LILA DIZ:


Fonte: [+] [-]
Original: Lila dit ça
País: França
Direção: Ziad Doueiri
Elenco: Vahina Giocante, Mohammed Khouas e Karin Bem Haddou
Duração: 89
Estréia: 09/09/2005
Ano: 2004


" Lila Diz" - aquela que conta histórias


Autor: Cid Nader

”Lila Diz” de Ziad Doueiri bebe na fonte do cinema francês surgido nos anos 90, que calava a própria boca, e acentuava na tela as disparidades de um nova França, que sofria um refluxo colonizatório, isto é, se via "invadida" por seus antigos "protegidos", colonizados, principalmente os da África. Os de origem muçulmana, norte da África, de comportamento mais contestador, mais belicista, menos bem vistos do que os negros, centro e sul da África, tornaram-se alvo da atenção de diretores que, na contra-mão do cinema francês que vigorou por muitos anos, prolixo ao extremo, que procurava pelo em ovo e quase nunca levava a lugar algum, nos apresentaram um cinema econômico no falar, mas não em imagens fortes e cruas, com momentos de uma "secura" que, mais do que arranhar gargantas, nos arranhava o cérebro.

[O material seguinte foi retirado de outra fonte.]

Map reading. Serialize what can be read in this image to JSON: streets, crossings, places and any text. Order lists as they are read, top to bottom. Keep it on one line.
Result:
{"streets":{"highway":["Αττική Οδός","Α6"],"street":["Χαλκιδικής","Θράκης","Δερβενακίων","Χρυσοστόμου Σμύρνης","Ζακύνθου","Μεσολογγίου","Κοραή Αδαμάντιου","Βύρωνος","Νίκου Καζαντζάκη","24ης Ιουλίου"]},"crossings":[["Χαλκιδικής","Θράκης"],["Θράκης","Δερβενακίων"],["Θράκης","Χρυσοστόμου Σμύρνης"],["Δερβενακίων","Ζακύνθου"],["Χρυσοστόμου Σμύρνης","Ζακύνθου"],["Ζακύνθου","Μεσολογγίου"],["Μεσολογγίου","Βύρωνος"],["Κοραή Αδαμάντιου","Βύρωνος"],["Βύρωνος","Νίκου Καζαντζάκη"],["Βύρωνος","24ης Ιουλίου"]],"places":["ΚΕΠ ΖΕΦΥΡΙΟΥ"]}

Mathieu Kassovitz com seu "Ódio" e Bruno Dummont de "A Vida de Jesus" e do posterior e acachapante "Humanidade", foram dois dos principais responsáveis por arrancar o cinema francês daquela interminável auto-análise, do "nósmesmismo", e jogá-lo na areia que recém cobria o chão de França, teimosa e insistentemente soprada do deserto.

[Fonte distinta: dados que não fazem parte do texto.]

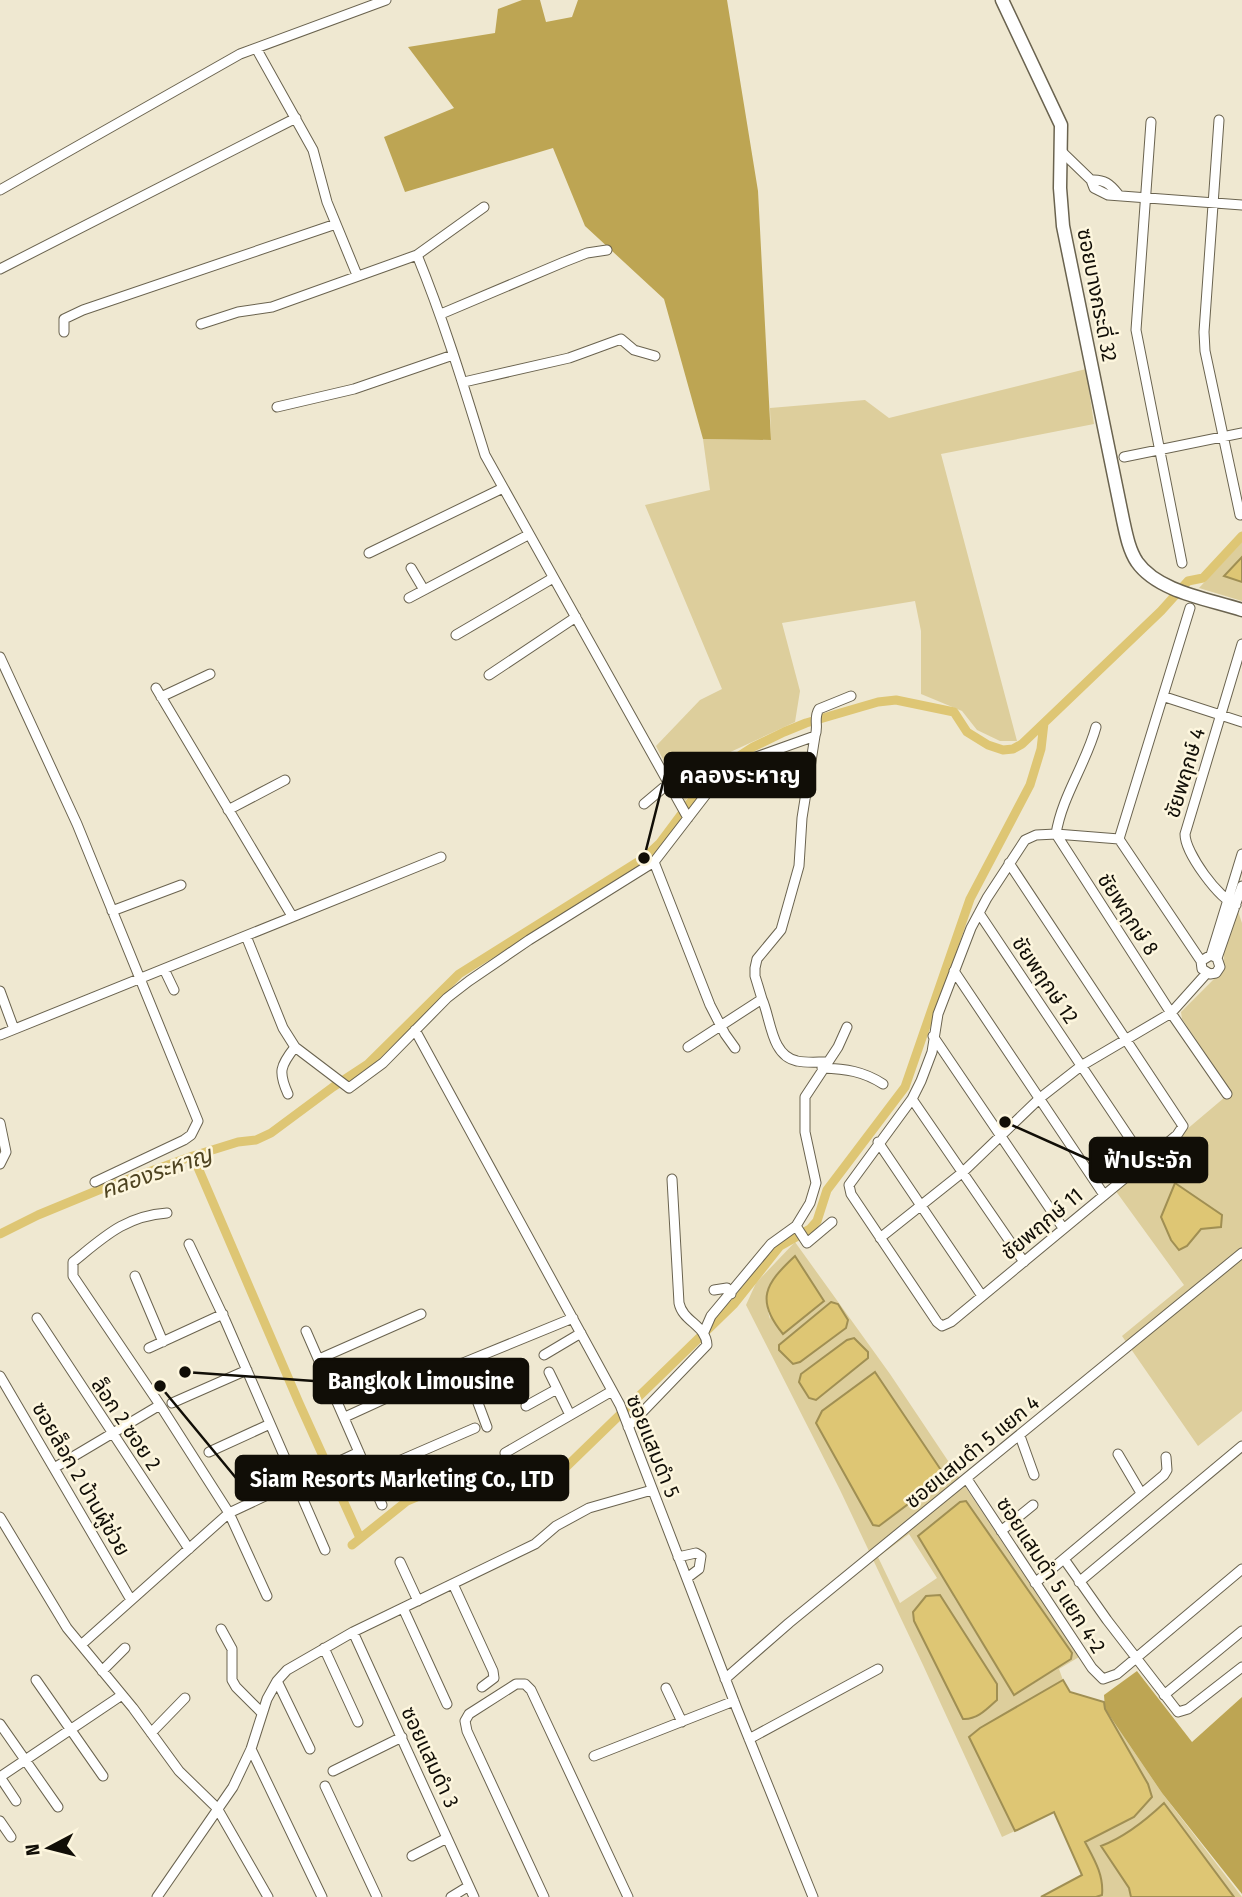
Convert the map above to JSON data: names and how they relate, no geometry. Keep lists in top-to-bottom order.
{
  "streets": {
    "street": [
      "ซอยบางกระดี่ 32",
      "ชัยพฤกษ์ 4",
      "ชัยพฤกษ์ 8",
      "ชัยพฤกษ์ 12",
      "ชัยพฤกษ์ 11",
      "ล็อก 2 ซอย 2",
      "ซอยแสมดำ 5",
      "ซอยแสมดำ 5 แยก 4",
      "ซอยล็อก 2 บ้านผู้ช่วย",
      "ซอยแสมดำ 5 แยก 4-2",
      "ซอยแสมดำ 3"
    ]
  },
  "crossings": [
    ["ชัยพฤกษ์ 12", "ชัยพฤกษ์ 11"],
    ["ซอยแสมดำ 5", "ซอยแสมดำ 5 แยก 4"],
    ["ซอยแสมดำ 5 แยก 4", "ซอยแสมดำ 5 แยก 4-2"]
  ],
  "water": ["คลองระหาญ"],
  "places": [
    "คลองระหาญ",
    "ฟ้าประจัก",
    "Bangkok Limousine",
    "Siam Resorts Marketing Co., LTD"
  ],
  "north": "left"
}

Lila, interpretada por Vahina Giocante, é uma garota - um petardo ninfo sexual - com sua pele branca e olhos azuis, que muda-se para um bairro de Marselha, "Bosque Sombrio", e atrai a atenção, desperta os desejos, de quatro amigos de ascendência árabe. Mas ela interessa-se somente por Chimo, dos quatro o mais estudioso e sensível, e que, por sugestão de uma professora, começa a escrever um conto como trabalho de admissão em uma escola de melhor qualidade, destinada a alunos acima da média.

Bem a propósito de um inicial relacionamento de descoberta entre ambos, Lila acaba por se tornar o assunto do conto. Justamente ela, que também é uma contadora de histórias de enredos picantes, desejos secreto explicitados - gosta e se vê no desenho erótico "Narya". que diz suas histórias e mostra-se. Provocadora, arrebata o rapaz de "pele de oliva" que, desejoso e cativo de suas palavras e atitudes isola-se dos seus e provoca inveja e ciúmes.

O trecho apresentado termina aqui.